Casting a Movement brings together US-based actors, directors, educators, playwrights, and scholars to explore the cultural politics of casting.

Drawing on the notion of a "welcome table"—a space where artists of all backgrounds can come together as equals to create theatre—the book's contributors discuss casting practices as they relate to varying communities and contexts, including Middle Eastern American theatre, Disability culture, multilingual performance, Native American theatre, color- and culturally-conscious casting, and casting as a means to dismantle stereotypes. Syler and Banks suggest that casting is a way to invite more people to the table so that the full breadth of US identities can be reflected onstage, and that casting is inherently a political act; because an actor's embodied presence both communicates a dramatic narrative and evokes cultural assumptions associated with appearance, skin color, gender, sexuality, and ability, casting choices are never neutral.

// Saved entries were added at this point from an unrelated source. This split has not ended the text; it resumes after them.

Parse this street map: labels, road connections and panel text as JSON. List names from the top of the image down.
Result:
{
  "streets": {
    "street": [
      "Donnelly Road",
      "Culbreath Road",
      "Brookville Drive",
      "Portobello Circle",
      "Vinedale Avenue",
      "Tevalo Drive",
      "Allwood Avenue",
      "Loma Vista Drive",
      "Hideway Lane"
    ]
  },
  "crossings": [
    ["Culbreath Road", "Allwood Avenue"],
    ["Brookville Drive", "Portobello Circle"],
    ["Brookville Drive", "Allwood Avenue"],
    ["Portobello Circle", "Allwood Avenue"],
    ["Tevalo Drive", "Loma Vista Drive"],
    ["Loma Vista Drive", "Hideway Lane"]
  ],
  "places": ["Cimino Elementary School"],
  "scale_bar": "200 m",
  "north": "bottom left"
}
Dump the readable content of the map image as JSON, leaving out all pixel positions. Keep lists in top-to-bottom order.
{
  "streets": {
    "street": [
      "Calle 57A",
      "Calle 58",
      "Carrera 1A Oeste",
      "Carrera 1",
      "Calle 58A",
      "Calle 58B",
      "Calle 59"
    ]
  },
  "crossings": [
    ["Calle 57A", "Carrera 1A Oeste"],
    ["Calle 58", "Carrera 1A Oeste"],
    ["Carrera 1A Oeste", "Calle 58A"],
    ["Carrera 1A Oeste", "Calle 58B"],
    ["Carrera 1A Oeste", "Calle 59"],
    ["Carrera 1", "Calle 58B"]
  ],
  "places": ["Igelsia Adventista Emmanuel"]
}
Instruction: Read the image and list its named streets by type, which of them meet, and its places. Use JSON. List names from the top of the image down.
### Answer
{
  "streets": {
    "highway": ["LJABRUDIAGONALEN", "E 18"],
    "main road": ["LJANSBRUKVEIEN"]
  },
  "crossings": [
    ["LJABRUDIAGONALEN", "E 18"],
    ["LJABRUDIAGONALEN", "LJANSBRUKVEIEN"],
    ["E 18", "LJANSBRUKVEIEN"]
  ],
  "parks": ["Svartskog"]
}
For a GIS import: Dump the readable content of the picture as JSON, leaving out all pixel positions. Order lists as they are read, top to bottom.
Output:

By bringing together a variety of artistic perspectives to discuss common goals and particular concerns related to casting, this volume features the insights and experiences of a broad range of practitioners and experts across the field.

As a resource-driven text suitable for both practitioners and academics, Casting a Movement seeks to frame and mobilize a social movement focused on casting, access, and representation.

Chapter 2 of this book is freely available as a downloadable Open Access PDF at http://www.taylorfrancis.com under a Creative Commons Attribution-Non Commercial-No Derivatives (CC-BY-NC-ND) 4.0 license.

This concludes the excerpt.